You can refer to this document to know about all available defaults from Keystone.

Along with the scope_type feature, Cyborg policy defines new defaults for each policy.

reader

This provides read-only access to resources within a project. Cyborg policies are defaulted to below rules:

project_reader_api
   Default
      role:reader and project_id:%(project_id)s

project_reader_or_admin
   Default
      rule:project_reader_api or rule:admin_api

member

This role is to perform project-level write operations. Cyborg policies are defaulted to below rules:

project_member_api
   Default
      role:member and project_id:%(project_id)s

project_member_or_admin
   Default
      rule:project_member_api or rule:admin_api

admin

This role is to perform admin-level project operations. Cyborg policies are defaulted to below rules:

admin_api
   Default
      role:admin or role:administrator

project_admin_api
   Default
      role:admin and project_id:%(project_id)s

With these new defaults, you can solve the problem of:

  1. Providing the read-only access to the user. Polices are made more granular and defaulted to reader rules. For example: If you need to let someone audit your deployment for security purposes.

  2. Customize the policy in better way. For example, you will be able to provide access to project level member to perform arq patch/post for instance boot with the project’s token.

Backward Compatibility

During the Victoria and Wallaby releases, Cyborg supported both old and new policy defaults so operators could migrate gradually. That migration path included temporarily disabling scope enforcement.

Scope enforcement is now always enabled when a policy defines scope_types. Operators must use project-scoped tokens for Cyborg APIs, which currently declare project scope.

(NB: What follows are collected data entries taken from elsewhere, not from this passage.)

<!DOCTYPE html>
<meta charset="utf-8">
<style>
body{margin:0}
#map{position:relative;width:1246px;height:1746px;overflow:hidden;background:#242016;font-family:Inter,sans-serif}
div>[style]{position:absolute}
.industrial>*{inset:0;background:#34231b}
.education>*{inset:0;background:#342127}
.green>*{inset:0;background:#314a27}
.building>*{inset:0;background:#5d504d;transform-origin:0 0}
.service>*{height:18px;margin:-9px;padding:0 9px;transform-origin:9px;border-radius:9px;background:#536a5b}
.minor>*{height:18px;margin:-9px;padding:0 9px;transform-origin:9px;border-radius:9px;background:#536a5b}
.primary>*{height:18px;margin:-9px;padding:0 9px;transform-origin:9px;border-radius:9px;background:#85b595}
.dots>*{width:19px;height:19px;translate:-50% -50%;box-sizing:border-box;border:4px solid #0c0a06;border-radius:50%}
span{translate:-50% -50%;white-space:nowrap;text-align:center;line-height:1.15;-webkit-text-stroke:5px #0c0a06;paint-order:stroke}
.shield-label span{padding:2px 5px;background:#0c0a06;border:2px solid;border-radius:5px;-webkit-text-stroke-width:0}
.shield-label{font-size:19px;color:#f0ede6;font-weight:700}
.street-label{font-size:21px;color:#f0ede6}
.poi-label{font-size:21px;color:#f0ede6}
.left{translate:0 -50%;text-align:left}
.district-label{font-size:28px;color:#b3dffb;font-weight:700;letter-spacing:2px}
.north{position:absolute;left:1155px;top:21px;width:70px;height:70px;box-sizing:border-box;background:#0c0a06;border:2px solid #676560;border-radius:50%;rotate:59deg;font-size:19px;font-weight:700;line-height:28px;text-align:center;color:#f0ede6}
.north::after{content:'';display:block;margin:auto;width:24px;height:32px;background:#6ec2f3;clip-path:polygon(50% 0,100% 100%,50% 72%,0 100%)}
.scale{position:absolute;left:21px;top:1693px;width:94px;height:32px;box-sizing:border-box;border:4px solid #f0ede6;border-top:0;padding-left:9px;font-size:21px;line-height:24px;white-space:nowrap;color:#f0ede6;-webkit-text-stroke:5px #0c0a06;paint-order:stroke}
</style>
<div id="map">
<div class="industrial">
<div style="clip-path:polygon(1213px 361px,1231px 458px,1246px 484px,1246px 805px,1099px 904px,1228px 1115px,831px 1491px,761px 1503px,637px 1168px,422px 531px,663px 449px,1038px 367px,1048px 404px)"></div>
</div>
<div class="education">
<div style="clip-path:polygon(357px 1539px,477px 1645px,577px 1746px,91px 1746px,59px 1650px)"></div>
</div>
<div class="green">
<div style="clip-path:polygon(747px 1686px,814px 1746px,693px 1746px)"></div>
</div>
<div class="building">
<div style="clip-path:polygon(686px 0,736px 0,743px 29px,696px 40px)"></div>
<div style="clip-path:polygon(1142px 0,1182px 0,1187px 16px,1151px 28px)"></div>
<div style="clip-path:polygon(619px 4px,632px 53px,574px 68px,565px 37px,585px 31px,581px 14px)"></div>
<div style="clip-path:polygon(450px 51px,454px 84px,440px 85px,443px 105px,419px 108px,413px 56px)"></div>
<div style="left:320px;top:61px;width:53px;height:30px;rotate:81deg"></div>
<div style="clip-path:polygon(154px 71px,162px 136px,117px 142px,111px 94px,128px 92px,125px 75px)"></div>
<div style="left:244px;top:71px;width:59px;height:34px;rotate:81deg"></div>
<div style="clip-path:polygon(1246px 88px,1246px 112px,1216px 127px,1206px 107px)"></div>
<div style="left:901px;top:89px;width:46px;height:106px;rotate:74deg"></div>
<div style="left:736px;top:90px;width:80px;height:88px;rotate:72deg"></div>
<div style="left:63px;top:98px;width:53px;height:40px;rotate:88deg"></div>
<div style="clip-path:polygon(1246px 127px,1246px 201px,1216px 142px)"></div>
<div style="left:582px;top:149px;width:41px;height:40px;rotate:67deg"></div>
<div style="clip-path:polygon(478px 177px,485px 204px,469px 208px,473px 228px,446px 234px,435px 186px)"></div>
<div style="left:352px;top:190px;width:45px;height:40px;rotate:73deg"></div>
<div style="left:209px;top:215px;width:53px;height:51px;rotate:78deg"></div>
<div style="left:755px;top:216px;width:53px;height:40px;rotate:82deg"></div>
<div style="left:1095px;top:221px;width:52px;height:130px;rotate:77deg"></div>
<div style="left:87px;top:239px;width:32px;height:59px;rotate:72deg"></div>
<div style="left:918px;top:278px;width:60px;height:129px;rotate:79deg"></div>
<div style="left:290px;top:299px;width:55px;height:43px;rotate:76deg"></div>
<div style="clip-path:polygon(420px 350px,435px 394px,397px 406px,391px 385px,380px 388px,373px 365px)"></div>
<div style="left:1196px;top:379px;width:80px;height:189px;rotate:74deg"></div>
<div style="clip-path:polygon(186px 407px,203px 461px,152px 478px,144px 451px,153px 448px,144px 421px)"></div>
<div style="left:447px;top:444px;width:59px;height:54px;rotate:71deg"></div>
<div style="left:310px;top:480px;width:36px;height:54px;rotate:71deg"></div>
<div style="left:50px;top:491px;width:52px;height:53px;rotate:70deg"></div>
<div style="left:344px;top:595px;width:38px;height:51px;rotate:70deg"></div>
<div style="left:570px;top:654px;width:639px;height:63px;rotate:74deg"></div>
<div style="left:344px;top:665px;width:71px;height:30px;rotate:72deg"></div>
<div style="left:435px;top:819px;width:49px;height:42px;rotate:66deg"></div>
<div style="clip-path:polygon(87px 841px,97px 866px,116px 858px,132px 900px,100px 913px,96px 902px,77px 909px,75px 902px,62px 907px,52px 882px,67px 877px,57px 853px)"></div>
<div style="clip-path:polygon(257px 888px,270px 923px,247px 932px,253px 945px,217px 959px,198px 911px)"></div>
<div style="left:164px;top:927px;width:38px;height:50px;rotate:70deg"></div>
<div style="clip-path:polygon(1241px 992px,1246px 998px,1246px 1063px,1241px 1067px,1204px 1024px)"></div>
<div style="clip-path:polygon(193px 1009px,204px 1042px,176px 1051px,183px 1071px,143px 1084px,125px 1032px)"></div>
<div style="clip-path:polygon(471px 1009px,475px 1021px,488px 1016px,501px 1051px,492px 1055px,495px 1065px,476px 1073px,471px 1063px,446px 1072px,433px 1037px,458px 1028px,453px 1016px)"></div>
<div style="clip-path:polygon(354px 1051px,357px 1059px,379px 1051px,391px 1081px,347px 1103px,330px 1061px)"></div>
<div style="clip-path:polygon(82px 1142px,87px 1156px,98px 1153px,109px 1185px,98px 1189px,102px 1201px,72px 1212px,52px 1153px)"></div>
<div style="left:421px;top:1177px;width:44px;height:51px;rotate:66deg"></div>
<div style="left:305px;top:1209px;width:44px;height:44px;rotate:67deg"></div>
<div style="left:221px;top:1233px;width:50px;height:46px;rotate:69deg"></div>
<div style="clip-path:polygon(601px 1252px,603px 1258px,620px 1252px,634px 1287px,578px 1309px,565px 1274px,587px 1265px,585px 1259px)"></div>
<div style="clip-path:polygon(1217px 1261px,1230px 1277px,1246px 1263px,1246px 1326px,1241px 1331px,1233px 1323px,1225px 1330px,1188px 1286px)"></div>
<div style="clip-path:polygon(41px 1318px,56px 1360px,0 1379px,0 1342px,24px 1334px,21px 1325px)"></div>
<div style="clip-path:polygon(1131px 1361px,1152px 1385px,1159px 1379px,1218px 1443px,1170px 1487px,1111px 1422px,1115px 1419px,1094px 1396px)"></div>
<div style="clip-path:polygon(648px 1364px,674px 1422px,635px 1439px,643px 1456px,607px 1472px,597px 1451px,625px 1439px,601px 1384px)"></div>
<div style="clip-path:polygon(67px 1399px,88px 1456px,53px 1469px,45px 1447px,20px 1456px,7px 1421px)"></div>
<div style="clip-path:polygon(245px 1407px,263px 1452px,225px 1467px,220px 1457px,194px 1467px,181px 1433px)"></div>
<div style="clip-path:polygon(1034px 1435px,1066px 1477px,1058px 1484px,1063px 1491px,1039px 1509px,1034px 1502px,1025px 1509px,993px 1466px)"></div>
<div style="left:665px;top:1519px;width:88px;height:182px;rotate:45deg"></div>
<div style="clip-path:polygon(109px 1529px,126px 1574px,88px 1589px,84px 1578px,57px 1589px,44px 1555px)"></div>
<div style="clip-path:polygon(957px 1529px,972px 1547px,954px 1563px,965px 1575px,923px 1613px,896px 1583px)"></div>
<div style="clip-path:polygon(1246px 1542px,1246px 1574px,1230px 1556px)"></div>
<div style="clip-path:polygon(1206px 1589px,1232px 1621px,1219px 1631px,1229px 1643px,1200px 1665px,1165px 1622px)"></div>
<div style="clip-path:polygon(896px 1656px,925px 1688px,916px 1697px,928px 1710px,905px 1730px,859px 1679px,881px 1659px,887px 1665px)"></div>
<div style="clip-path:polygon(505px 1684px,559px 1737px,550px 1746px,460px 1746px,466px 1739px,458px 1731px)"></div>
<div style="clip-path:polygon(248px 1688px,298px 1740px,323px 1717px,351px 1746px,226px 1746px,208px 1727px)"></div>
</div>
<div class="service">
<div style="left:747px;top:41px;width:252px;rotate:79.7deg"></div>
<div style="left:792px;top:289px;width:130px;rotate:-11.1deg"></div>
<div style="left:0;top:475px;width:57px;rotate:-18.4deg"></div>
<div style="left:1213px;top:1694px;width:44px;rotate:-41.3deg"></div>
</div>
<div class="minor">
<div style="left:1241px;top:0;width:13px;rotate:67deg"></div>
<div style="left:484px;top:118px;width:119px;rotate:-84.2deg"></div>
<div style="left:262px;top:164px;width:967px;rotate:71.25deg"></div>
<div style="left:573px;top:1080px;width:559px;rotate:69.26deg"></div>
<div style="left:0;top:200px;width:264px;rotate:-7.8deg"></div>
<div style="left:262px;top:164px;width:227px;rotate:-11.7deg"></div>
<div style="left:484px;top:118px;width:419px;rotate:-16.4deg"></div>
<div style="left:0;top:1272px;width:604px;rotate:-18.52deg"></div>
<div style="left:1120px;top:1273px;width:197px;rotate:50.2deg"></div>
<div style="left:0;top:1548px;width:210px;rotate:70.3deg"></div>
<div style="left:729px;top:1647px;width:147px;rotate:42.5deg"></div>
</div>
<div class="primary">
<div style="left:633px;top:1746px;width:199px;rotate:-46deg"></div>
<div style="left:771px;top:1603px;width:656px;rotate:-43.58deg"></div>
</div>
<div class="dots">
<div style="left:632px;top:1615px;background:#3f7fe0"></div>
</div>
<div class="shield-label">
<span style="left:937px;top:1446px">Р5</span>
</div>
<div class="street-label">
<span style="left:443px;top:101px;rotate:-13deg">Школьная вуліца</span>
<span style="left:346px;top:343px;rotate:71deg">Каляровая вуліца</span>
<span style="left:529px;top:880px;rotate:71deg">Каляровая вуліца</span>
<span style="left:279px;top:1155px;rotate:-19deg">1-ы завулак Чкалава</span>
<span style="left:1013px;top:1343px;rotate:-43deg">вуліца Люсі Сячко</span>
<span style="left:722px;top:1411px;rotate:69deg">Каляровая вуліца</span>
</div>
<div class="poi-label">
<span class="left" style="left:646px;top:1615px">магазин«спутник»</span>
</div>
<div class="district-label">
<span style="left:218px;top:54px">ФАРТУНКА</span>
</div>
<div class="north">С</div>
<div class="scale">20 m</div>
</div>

To implement the new default reader roles, some policies needed to become granular. They have been renamed, with the old names still supported for backwards compatibility.

Migration Plan

To have a graceful migration, Cyborg provides the oslo_policy.enforce_new_defaults flag to switch to the new policy defaults completely. You do not need to overwrite the policy file to adopt the new policy defaults.

Here is step wise guide for migration:

  1. Create scoped token:

    You need to create the new token with scope knowledge via below CLI:

  2. Create new default roles in keystone if not done:

    If you do not have new defaults in Keystone then you can create and re-run the Keystone Bootstrap. Keystone added this support in 14.0.0 (Rocky) release.

  3. Use project-scoped tokens

    The scope of the token used in the request is always compared to the scope_type of the policy. If the scopes do not match, the request is rejected. Cyborg API policies currently declare project scope, so users must use project-scoped tokens.

  4. Enable new defaults

    The oslo_policy.enforce_new_defaults flag switches the policy to new defaults-only. This flag controls whether or not to use old deprecated defaults when evaluating policies. If True, the old deprecated defaults are not evaluated. This means if any existing token is allowed for old defaults but is disallowed for new defaults, it will be rejected. The default value of this flag is False.

    Note

    Before you enable this flag, you need to educate users about the different roles they need to use to continue using Cyborg APIs.

  5. Check for deprecated policies

    A few policies were made more granular to implement the reader roles. New policy names are available to use. If old policy names which are renamed are overwritten in policy file, then warning will be logged. Please migrate those policies to new policy names.

We expect all deployments to migrate to new policy by X release so that we can remove the support of old policies.